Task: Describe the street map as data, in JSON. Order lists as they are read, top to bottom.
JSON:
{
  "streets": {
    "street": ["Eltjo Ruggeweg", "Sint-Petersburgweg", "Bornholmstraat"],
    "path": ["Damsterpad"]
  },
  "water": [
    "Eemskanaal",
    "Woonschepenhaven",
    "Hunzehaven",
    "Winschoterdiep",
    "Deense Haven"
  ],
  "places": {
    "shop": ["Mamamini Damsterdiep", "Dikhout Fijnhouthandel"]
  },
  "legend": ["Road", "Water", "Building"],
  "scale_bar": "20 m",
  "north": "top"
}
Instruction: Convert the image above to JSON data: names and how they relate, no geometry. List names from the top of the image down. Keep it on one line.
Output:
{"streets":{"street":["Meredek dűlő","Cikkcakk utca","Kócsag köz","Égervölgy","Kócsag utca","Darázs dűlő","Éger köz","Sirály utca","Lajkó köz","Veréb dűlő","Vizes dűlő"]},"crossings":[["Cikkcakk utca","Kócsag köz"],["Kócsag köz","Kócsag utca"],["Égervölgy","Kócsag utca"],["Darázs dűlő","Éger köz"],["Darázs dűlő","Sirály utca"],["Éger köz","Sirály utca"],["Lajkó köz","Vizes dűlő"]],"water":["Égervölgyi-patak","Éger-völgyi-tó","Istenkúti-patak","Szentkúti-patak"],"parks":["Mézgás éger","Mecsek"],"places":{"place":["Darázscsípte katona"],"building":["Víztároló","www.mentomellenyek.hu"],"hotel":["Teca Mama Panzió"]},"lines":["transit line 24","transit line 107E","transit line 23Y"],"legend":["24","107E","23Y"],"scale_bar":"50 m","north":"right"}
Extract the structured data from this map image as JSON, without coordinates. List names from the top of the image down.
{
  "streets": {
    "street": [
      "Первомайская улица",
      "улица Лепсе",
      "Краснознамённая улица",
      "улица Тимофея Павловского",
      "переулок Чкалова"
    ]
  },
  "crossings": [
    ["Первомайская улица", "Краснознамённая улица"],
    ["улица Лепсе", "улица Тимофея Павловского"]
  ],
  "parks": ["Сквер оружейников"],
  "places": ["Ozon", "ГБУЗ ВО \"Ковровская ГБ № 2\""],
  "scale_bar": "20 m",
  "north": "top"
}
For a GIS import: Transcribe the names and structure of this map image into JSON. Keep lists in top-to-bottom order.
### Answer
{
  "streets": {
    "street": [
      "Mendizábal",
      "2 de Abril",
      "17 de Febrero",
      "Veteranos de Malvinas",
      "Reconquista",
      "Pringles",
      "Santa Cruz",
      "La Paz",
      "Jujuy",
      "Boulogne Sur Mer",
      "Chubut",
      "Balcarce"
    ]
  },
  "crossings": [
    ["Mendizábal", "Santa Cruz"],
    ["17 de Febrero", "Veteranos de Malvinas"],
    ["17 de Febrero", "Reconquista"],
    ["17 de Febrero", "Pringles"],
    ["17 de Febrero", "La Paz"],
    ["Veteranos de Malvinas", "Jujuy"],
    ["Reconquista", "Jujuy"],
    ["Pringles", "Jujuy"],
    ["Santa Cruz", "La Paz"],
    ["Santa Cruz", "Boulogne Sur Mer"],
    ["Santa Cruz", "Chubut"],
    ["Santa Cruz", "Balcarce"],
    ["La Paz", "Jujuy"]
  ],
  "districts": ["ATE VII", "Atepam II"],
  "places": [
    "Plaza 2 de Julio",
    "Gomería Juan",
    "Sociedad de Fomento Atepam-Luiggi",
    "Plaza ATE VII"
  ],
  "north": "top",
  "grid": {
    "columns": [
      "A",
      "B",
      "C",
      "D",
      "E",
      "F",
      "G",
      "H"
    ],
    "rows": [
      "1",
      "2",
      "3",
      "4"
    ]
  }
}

→ Exercise instructions
After examining the listing, give only the count of lines holding the string "Keep".

→ Solved exercise
2